4.2 Using similar-place search for a case–control study

The similar-place search functions described above can be applied to the task of finding sets of case and control places for a case–control study. The “effect” property in a case–control study, $p_e$, is a generalized attribute value for the attribute $a_e$. Thus, a set of case places are places that have the “effect” property (i.e., they are invariant with respect to $a_e$). In the case of quantitative attributes, this invariance can be defined in terms of being within a specified distance threshold, rather than having an exact value, whereas for categorical attributes it is a Boolean measure.

A set of control places can be found by using $p_e$ as a negative contrast property (see functions $SF2a$ and $SF2b$) and finding a set of target places to a source place that have the property $p_e$. In order to reduce sampling bias, once we have candidate sets of case and control places, we want to choose control places such that they are most representative of the types of places in the case set. One potential approach is to use propensity score matching, so that the distribution of baseline properties in the control places matches the distribution of those properties in the case places (Rosenbaum and Rubin 1983). In this way, a more representative subset of the target places is used as control places. However, this approach will require that the baseline properties be categorical; otherwise, an appropriate implementation of the property matching criteria will need to be developed. Once an investigator has sets of case and control places, then the presence or absence of the consequent property in the case and controls can be used to support or refute the hypothesis.

5 Application to natural language observations and generalizations

In this section, we demonstrate how the similar-place search operations described in the previous section can be applied to the case of finding similar places based on what people write about them.
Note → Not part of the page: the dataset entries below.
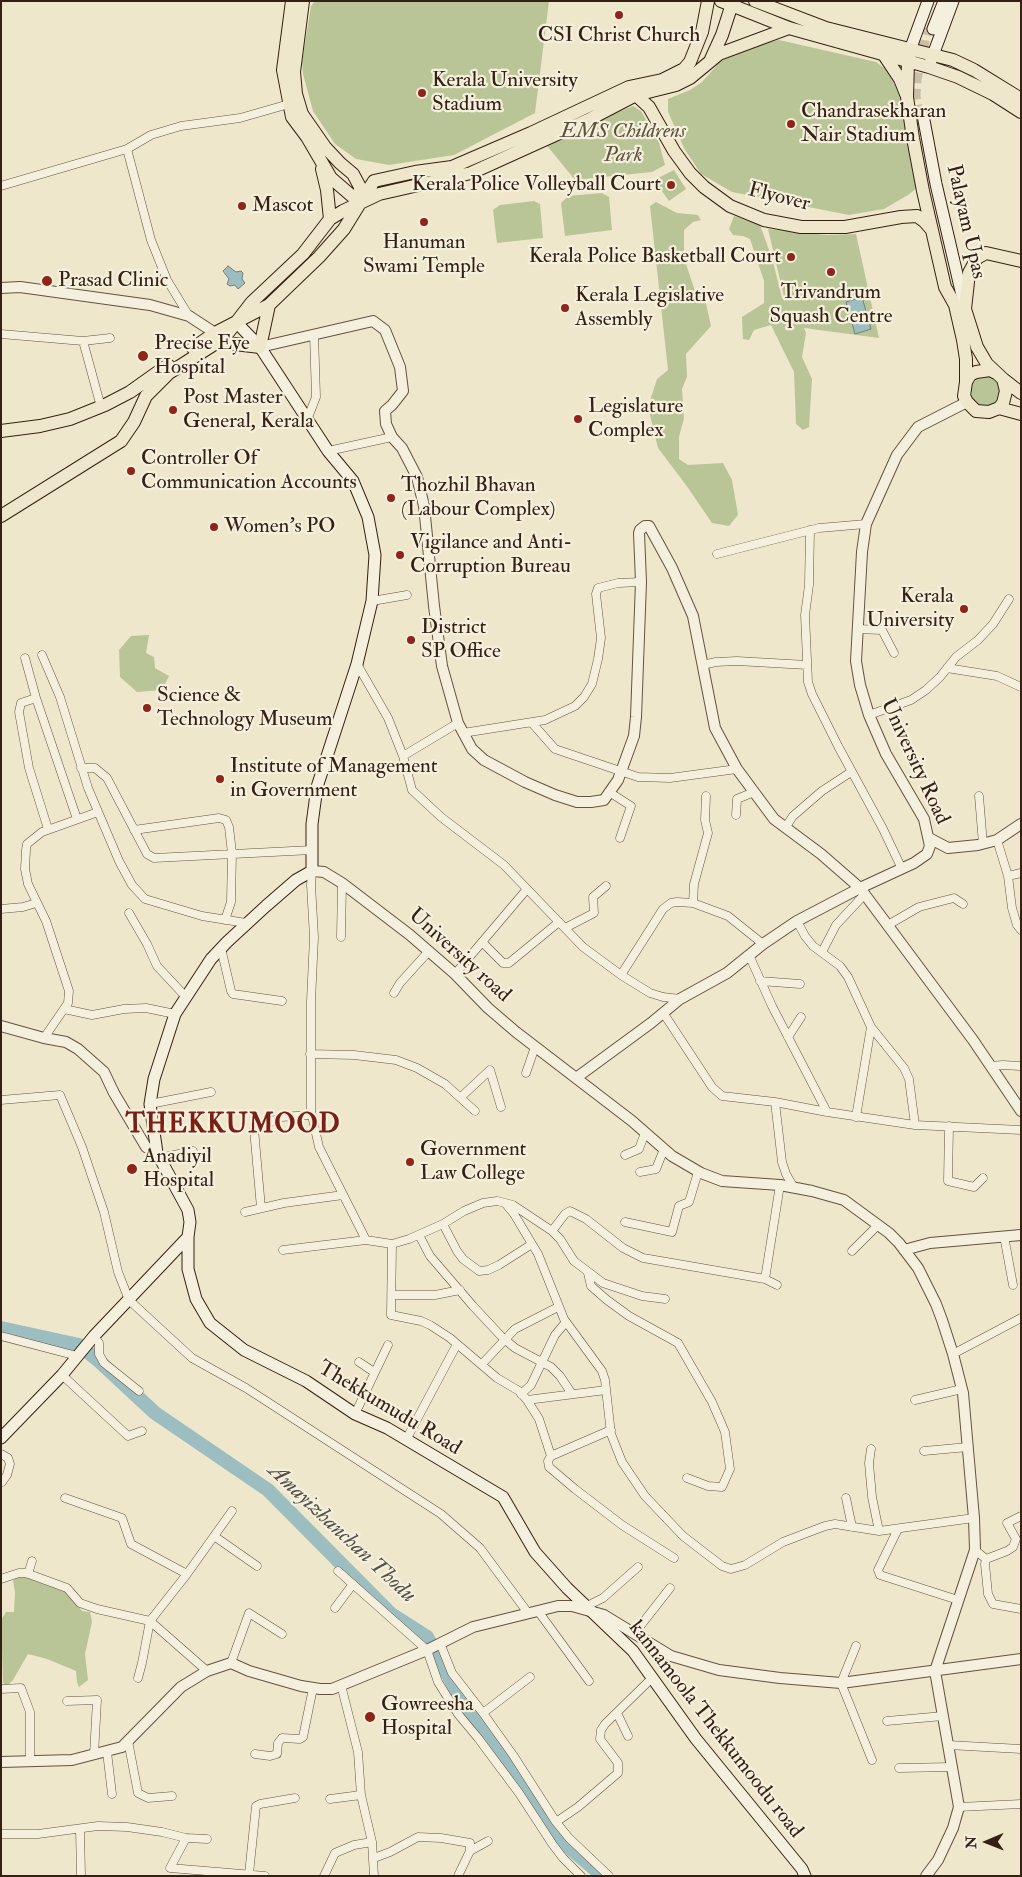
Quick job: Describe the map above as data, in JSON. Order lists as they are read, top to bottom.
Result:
{
  "streets": {
    "main road": [
      "Flyover",
      "Palayam Upas",
      "Thekkumudu Road",
      "kannamoola Thekkumoodu road"
    ],
    "street": ["University Road", "University road"]
  },
  "crossings": [
    ["University Road", "University road"],
    ["Thekkumudu Road", "kannamoola Thekkumoodu road"]
  ],
  "districts": ["THEKKUMOOD"],
  "water": ["Amayizhanchan Thodu"],
  "parks": ["EMS Childrens Park"],
  "places": [
    "CSI Christ Church",
    "Kerala University Stadium",
    "Chandrasekharan Nair Stadium",
    "Kerala Police Volleyball Court",
    "Mascot",
    "Hanuman Swami Temple",
    "Kerala Police Basketball Court",
    "Trivandrum Squash Centre",
    "Prasad Clinic",
    "Kerala Legislative Assembly",
    "Precise Eye Hospital",
    "Post Master General, Kerala",
    "Legislature Complex",
    "Controller Of Communication Accounts",
    "Thozhil Bhavan (Labour Complex)",
    "Women's PO",
    "Vigilance and Anti- Corruption Bureau",
    "Kerala University",
    "District SP Office",
    "Science & Technology Museum",
    "Institute of Management in Government",
    "Government Law College",
    "Anadiyil Hospital",
    "Gowreesha Hospital"
  ],
  "north": "left"
}
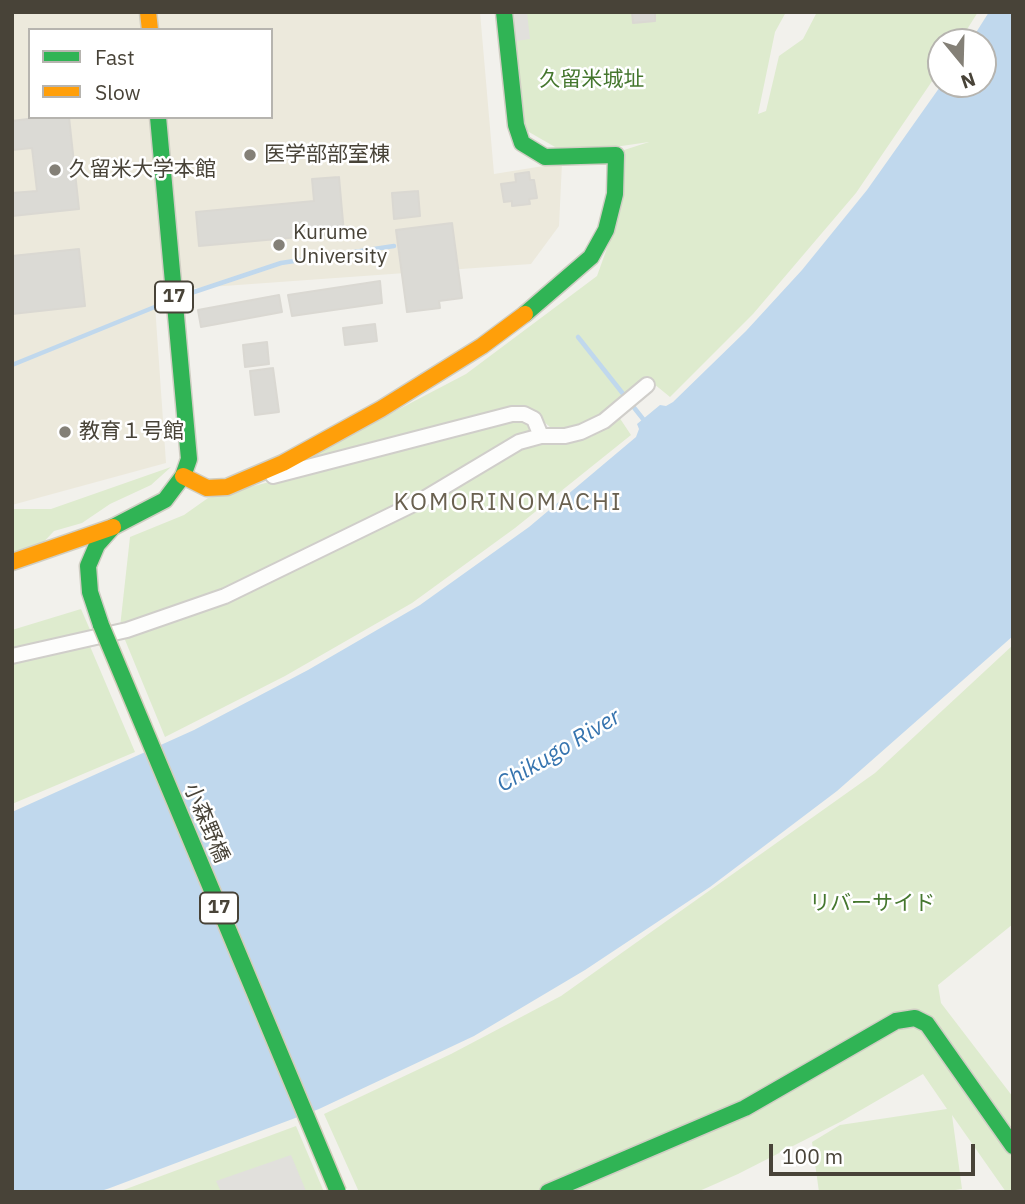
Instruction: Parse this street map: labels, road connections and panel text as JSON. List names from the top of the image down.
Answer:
{
  "streets": {
    "street": ["17", "小森野橋"]
  },
  "crossings": [
    ["17", "小森野橋"]
  ],
  "districts": ["KOMORINOMACHI"],
  "water": ["Chikugo River"],
  "parks": ["久留米城址", "リバーサイド"],
  "places": [
    "医学部部室棟",
    "久留米大学本館",
    "Kurume University",
    "教育１号館"
  ],
  "legend": ["Fast", "Slow"],
  "scale_bar": "100 m",
  "north": "bottom"
}
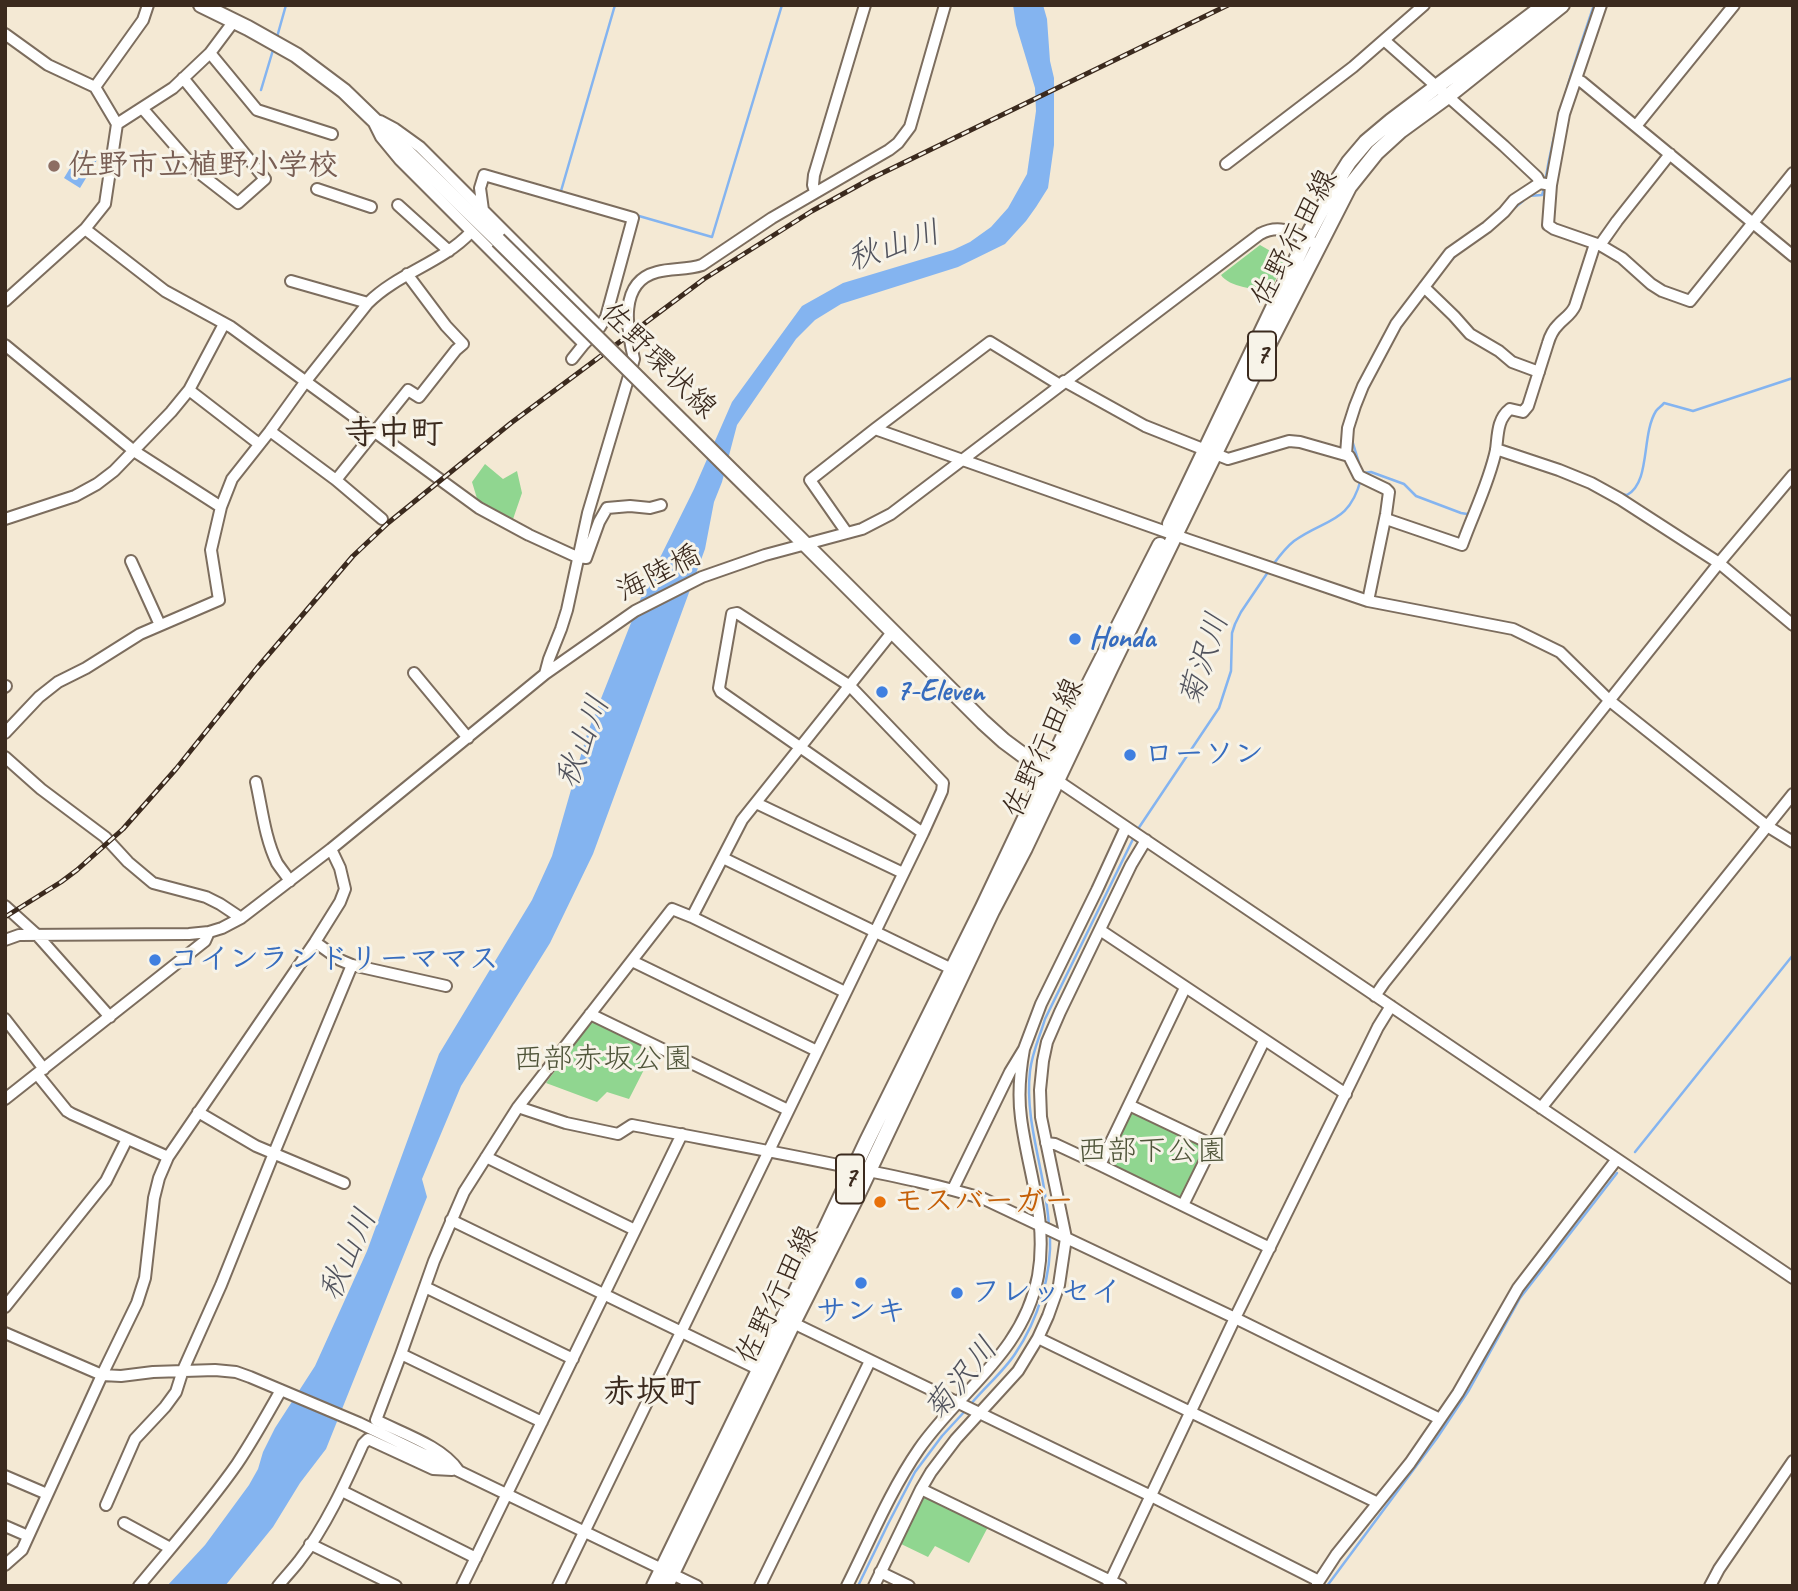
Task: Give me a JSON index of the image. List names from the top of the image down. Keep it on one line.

Natural language descriptions represent a large amount of the crowdsourced volunteered geographic information on the web. For example, the English version of Wikipedia contains over 600,000 place articles each with natural language text describing a place on the earth (Lehmann et al. 2009). Recently, a number of text mining techniques have been developed that allow us to operationalize these data through statistical means.

One particularly popular approach to discovering the latent topics in a corpus of documents is the latent Dirichlet allocation (LDA) model, which is a generative statistical model that describes the creation of a text document as a kind of random process (Blei et al. 2003). Each word in a document is selected by first picking a topic and then selecting a word from that topic. The data mining inference that we make using the model is to go backward from the observed words that we see in the corpus to the most likely topics to have generated those words. In order to do this inference a number of techniques have been developed including expectation maximization, variational Bayes, and Gibbs sampling Markov chain Monte Carlo (Blei et al. 2003; Griffiths and Steyvers 2004). As LDA is modular, it is easy to extend the model, and several extensions to LDA have been developed to characterize the mixture of topics associated with a place (Wang et al. 2007; Ramage et al. 2009; Eisenstein et al. 2010; Hao et al. 2010; Sizov 2010; Yin et al. 2011; Hong et al. 2012; Adams and Janowicz 2012). Figure 3 illustrates sample topics that are automatically discovered in a corpus of 275,000 travel blog entries (Adams and McKenzie 2013).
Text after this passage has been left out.